Deficiency of the intestinal growth factor, glucagon-like peptide 2, in the colon of SCID mice with inflammatory bowel disease induced by transplantation of CD4+ T cells.

BACKGROUND: Glucagon-like peptide 2 (GLP-2) is produced in endocrine L-cells of the intestinal mucosa. Recently, GLP-2 was found to stimulate intestinal mucosal growth.
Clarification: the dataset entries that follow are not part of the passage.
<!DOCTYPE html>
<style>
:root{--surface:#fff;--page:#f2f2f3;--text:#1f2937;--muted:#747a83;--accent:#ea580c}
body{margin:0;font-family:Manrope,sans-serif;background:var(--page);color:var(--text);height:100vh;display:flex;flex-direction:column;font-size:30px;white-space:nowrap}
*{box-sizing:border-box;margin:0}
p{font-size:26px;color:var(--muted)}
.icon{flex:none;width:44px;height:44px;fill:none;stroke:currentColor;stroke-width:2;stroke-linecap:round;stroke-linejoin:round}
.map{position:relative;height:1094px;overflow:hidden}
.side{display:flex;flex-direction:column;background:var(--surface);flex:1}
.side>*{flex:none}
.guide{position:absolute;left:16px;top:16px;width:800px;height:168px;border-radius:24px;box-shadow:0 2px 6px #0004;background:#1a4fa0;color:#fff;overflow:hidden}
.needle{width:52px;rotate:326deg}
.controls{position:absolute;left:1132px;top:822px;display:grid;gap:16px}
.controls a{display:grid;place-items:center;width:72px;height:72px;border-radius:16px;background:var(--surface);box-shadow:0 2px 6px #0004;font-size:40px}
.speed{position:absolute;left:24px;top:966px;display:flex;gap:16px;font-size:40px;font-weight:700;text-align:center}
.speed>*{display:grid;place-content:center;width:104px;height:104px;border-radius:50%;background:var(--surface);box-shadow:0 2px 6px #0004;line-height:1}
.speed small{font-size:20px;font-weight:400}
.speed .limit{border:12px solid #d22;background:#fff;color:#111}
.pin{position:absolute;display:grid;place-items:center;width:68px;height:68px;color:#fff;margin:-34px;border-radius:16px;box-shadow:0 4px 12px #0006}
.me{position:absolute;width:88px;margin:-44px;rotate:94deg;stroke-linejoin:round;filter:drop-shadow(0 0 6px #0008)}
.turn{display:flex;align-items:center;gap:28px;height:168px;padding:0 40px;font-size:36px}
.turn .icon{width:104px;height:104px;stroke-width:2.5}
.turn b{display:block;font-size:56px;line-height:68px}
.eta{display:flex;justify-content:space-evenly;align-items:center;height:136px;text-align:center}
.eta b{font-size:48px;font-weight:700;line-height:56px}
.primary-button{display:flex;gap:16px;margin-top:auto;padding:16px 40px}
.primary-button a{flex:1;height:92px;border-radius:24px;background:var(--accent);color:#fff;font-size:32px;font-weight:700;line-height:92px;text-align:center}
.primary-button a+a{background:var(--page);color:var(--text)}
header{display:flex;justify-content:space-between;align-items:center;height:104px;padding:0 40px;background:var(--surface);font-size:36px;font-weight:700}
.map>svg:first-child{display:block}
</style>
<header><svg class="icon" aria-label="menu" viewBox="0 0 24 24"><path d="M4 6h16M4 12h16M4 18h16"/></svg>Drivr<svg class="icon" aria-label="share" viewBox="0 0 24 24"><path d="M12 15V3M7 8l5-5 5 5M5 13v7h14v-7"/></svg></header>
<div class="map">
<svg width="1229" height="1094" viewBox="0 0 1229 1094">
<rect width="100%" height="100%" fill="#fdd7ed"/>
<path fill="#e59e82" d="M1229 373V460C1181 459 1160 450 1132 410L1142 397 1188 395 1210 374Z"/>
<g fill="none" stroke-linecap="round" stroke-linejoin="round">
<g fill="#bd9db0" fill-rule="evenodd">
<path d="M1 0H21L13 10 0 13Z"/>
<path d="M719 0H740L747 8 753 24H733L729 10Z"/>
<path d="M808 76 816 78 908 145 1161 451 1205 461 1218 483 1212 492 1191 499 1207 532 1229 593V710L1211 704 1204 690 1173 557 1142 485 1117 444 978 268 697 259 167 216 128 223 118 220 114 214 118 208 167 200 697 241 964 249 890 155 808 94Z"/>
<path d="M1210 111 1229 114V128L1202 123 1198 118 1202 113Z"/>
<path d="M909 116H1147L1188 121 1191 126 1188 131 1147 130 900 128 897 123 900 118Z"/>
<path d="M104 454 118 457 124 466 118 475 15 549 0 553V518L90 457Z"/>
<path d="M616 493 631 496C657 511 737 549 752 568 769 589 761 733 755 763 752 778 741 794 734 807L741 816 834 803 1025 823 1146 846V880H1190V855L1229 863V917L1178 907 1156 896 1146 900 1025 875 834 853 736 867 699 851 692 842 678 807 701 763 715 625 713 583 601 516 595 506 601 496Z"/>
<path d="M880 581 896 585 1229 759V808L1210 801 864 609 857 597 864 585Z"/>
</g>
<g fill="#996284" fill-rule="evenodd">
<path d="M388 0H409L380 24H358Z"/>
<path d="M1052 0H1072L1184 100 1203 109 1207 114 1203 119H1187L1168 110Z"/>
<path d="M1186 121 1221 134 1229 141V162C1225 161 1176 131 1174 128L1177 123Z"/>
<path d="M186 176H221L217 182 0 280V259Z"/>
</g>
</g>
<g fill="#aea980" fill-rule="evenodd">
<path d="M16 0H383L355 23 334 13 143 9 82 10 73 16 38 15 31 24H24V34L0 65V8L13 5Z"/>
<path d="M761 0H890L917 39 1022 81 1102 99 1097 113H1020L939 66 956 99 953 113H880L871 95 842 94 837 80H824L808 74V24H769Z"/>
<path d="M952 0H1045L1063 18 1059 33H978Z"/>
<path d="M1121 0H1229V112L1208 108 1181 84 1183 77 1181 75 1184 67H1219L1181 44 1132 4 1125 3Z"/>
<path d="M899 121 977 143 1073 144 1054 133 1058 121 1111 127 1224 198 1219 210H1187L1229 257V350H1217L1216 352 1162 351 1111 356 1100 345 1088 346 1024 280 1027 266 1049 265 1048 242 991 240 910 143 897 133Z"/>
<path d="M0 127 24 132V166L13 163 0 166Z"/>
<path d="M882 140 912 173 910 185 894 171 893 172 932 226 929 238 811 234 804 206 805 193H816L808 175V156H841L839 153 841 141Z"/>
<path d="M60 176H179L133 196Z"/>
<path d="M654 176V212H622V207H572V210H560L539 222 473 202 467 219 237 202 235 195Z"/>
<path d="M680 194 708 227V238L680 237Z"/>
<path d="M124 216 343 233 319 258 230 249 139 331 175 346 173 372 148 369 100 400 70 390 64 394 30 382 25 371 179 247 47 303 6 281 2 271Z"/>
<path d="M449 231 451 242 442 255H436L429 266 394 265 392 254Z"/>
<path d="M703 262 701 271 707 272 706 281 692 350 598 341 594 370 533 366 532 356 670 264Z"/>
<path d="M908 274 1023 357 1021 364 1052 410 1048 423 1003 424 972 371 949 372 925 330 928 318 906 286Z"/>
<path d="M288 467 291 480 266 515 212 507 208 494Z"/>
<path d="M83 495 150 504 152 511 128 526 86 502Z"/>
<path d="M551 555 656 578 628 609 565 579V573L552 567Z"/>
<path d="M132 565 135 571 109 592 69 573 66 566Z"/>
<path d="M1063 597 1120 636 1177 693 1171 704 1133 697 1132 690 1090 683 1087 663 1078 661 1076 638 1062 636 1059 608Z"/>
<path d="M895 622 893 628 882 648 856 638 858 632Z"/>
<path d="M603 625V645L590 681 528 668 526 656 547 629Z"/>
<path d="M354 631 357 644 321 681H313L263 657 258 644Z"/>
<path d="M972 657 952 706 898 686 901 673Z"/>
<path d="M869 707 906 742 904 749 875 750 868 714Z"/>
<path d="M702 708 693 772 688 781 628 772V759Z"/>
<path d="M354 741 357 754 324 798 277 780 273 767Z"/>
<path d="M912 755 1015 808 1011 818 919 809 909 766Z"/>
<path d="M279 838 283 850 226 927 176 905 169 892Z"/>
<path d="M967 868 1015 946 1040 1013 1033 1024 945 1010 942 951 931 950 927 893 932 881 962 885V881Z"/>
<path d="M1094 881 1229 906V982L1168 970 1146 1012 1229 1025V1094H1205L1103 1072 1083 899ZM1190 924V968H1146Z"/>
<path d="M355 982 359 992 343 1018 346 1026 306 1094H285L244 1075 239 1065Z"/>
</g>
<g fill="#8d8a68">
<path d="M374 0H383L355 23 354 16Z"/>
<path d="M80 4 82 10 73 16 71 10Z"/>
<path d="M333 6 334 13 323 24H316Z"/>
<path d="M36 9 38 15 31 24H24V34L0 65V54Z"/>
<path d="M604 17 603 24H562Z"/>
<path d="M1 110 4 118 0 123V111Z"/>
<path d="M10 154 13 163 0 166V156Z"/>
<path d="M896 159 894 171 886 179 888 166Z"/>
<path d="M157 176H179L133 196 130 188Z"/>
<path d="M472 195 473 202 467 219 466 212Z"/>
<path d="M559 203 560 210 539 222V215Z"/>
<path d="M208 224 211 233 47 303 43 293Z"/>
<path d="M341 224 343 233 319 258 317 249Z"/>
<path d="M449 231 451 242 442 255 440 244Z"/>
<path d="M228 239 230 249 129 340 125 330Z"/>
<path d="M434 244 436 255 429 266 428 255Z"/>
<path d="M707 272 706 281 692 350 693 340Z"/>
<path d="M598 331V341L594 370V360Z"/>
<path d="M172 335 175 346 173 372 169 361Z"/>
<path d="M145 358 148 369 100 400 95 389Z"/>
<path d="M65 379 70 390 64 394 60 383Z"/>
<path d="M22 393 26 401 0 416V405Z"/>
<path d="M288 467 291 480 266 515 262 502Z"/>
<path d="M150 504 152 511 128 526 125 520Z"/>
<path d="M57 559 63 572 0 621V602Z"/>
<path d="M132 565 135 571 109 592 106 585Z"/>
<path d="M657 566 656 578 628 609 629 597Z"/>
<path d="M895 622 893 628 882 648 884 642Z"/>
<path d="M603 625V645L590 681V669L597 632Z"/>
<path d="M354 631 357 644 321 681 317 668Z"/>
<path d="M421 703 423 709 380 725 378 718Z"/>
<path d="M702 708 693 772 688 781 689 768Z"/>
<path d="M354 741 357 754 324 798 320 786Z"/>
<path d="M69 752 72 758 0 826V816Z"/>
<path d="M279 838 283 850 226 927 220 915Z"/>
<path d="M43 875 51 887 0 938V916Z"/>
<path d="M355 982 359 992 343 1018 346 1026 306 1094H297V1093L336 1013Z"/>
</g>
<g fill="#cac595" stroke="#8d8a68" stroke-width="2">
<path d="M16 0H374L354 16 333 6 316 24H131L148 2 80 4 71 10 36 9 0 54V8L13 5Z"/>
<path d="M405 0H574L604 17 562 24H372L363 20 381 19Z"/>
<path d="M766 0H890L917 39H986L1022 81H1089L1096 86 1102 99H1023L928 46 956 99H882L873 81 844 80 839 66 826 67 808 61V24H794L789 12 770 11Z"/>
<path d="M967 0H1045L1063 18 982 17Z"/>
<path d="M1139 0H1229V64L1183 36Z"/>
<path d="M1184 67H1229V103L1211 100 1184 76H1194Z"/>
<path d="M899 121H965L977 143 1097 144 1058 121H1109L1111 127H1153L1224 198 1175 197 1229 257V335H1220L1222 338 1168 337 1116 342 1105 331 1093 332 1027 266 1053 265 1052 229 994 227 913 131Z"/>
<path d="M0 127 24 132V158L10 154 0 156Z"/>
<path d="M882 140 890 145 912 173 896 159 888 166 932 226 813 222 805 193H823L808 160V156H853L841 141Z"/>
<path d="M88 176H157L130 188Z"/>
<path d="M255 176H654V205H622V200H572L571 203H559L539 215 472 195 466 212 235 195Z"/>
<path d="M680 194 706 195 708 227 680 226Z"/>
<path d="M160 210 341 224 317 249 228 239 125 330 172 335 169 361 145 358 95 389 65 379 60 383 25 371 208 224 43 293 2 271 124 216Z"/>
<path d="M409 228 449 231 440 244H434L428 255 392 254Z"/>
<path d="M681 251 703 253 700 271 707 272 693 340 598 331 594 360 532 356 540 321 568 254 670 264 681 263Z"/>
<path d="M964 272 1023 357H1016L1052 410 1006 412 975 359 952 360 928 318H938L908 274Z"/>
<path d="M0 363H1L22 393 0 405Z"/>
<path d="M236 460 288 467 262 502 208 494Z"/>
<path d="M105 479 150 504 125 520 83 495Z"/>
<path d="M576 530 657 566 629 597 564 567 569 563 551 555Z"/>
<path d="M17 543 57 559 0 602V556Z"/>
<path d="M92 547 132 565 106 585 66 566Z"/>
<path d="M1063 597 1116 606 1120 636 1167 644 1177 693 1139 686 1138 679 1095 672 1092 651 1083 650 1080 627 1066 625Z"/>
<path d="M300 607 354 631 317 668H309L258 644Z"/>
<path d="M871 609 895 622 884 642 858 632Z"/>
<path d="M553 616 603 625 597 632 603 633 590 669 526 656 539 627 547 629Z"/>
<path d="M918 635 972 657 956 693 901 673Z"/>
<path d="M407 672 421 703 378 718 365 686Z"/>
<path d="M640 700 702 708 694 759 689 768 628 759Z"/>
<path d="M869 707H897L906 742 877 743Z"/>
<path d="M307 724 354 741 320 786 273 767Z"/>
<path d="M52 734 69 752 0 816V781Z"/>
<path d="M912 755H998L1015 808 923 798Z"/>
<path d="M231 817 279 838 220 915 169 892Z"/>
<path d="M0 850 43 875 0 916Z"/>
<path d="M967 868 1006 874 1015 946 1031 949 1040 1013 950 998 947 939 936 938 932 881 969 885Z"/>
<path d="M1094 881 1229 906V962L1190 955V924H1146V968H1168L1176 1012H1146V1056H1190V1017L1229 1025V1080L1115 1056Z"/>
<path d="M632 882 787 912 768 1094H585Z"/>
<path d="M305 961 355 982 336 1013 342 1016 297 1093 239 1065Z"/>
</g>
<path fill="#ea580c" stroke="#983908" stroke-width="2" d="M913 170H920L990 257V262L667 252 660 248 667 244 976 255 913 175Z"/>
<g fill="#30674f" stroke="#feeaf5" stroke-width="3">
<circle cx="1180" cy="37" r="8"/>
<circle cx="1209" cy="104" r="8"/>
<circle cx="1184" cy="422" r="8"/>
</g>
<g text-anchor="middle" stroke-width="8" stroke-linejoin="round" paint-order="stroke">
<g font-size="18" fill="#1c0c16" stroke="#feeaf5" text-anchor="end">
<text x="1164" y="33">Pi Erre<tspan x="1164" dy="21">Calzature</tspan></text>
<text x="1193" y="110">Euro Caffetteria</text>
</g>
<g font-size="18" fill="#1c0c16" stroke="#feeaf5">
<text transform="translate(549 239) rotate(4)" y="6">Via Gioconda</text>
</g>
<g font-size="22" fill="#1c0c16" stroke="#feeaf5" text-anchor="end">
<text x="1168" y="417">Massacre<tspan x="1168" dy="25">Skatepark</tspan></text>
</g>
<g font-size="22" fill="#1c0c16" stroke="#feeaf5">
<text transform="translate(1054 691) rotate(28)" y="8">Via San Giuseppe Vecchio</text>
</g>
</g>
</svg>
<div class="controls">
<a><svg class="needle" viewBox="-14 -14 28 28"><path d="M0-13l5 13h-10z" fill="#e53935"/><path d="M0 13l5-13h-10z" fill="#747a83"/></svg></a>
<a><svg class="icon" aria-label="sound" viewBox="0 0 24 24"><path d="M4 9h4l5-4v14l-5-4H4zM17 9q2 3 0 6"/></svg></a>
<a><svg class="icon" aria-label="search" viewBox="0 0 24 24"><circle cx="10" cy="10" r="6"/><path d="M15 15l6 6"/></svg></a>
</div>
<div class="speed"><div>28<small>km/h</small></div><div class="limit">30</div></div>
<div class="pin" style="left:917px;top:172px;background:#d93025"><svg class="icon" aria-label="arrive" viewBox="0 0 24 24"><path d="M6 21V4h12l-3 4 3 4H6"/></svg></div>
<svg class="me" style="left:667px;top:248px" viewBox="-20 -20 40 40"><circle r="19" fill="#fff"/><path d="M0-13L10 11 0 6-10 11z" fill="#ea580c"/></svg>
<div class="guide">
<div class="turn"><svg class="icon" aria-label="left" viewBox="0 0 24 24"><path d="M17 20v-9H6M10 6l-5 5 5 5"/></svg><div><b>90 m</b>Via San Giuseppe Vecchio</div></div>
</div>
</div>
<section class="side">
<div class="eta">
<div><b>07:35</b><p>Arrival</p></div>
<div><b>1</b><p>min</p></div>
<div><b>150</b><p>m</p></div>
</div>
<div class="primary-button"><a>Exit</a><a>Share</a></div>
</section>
Our objective was to study the content of GLP-2 in the large intestine in a murine model of T-cell-induced inflammatory bowel disease. METHODS: Inflammation was induced by adoptive transfer of CD4+ blast T cells from BALB/c mice to SCID mice. The amount of GLP-2 (1-33) was measured with a specific, NH2-terminally directed radioimmunoassay in tissue extracts from the large intestine of transplanted mice developing colitis and from BALB/c and SCID control mice. RESULTS: In the middle and descending colon segments showing the most severe signs of inflammatory lesions in the CD4+ T-cell-transplanted mice, the amount of GLP-2 was significantly lower than in similar colon segments in both untransplanted SCID mice and normal BALB/c mice (P = 0.0013 and 0.0033). In the descending colon the amount of GLP-2 was 6.7 +/- 1.0 pmol/g protein in the CD4+ transplanted mice compared with 68.4 +/- 20.3 and 42.7 +/- 4.3 in the two groups of control mice. Similar findings were made with regard to the contents of the two other proglucagon-derived intestinal peptides, glicentin and GLP-1. CONCLUSION: The amount of GLP-2 is markedly reduced in the colon of mice with a T-cell-induced inflammatory bowel disease histopathologically resembling both Crohn disease and ulcerative colitis. This observation may provide a pathophysiologic rationale for administration of GLP-2 as a trophic factor in inflammatory bowel disease.[1]